The top ancestries were Assyrian (26.4%), Vietnamese (12.3%), Chinese (9.0%), Chaldean (8.2%) and Iraqi (7.8%).

The majority of people spoke a language other than English at home. Other languages spoken included Assyrian Neo-Aramaic (24.6%), Vietnamese (13.3%), Chaldean Neo-Aramaic (8.7%), Arabic (7.2%) and Spanish (2.9%). 

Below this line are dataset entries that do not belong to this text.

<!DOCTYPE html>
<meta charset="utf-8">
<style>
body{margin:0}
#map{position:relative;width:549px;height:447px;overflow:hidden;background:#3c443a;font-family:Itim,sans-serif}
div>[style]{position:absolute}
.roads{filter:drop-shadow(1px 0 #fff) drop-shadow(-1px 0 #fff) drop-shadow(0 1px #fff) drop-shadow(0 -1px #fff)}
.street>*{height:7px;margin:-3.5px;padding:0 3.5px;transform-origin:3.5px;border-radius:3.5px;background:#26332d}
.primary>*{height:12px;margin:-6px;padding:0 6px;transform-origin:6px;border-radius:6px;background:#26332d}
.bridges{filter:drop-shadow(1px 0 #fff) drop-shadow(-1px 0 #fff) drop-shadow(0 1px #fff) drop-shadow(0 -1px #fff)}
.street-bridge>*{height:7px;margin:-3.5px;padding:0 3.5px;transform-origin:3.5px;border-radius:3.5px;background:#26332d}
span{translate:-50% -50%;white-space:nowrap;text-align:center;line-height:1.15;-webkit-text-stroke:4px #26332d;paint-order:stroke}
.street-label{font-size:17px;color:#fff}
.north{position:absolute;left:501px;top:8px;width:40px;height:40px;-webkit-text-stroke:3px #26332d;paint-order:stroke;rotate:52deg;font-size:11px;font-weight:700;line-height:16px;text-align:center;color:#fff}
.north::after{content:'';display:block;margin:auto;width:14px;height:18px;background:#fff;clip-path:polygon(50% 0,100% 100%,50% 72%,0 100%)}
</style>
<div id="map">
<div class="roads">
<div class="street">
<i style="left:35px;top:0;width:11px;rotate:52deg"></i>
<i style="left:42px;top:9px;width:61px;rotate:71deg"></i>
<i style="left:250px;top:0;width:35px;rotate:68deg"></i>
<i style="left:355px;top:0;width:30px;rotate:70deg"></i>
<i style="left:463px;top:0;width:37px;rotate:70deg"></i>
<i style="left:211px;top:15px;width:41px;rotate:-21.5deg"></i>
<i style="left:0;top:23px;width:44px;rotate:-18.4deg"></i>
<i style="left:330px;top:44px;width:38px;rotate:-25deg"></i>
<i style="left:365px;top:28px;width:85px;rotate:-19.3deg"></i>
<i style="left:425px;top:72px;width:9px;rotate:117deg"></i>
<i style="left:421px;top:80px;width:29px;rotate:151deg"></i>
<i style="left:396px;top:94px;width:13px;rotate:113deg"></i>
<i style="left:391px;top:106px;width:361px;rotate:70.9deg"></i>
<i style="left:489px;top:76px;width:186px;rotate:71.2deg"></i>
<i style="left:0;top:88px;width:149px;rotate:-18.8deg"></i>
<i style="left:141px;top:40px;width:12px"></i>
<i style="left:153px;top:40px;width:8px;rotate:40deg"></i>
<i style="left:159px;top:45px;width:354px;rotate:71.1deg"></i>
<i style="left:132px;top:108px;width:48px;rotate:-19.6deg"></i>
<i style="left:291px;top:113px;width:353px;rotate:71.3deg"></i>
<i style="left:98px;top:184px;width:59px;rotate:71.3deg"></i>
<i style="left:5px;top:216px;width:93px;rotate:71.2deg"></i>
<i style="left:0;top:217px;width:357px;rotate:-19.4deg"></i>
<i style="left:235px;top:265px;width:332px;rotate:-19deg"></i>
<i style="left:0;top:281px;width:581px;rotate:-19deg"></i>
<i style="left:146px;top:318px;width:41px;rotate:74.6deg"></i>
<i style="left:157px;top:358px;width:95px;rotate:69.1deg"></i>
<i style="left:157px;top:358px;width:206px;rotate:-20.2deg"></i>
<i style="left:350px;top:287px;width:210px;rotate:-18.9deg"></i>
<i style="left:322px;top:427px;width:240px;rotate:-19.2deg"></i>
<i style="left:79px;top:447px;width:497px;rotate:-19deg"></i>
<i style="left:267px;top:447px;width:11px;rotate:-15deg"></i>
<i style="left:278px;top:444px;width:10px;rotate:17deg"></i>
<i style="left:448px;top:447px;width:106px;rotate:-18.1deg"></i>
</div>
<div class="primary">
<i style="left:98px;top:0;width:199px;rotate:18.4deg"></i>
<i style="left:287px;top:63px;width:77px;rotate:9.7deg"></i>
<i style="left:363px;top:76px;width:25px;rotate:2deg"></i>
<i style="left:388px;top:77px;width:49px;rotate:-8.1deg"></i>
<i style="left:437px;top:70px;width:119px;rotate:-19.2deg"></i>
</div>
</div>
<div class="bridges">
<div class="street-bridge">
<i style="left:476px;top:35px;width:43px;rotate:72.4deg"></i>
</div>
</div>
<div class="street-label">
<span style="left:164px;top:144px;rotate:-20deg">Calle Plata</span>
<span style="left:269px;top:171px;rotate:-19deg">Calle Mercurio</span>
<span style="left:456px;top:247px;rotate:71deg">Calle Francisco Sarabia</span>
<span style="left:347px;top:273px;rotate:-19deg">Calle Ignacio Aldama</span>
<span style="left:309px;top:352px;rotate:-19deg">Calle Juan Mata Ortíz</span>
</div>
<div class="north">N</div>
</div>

The top religious affiliations were Catholicism 37.2%, Assyrian Church of the East (17.6%), Buddhism (13.5%), No religion (9.5%) and Christian, nfd (no further definition) (5.5%). Christianity was the largest religious group reported overall (72.3%).

Transport
The T-way bus route opened in 2003 and passes through Greenfield Park. Also, a number of Transit Systems Sydney buses pass through Greenfield Park or nearby suburbs. Notably, route 804 links residents of Greenfield Park to both the Liverpool and Parramatta commercial areas.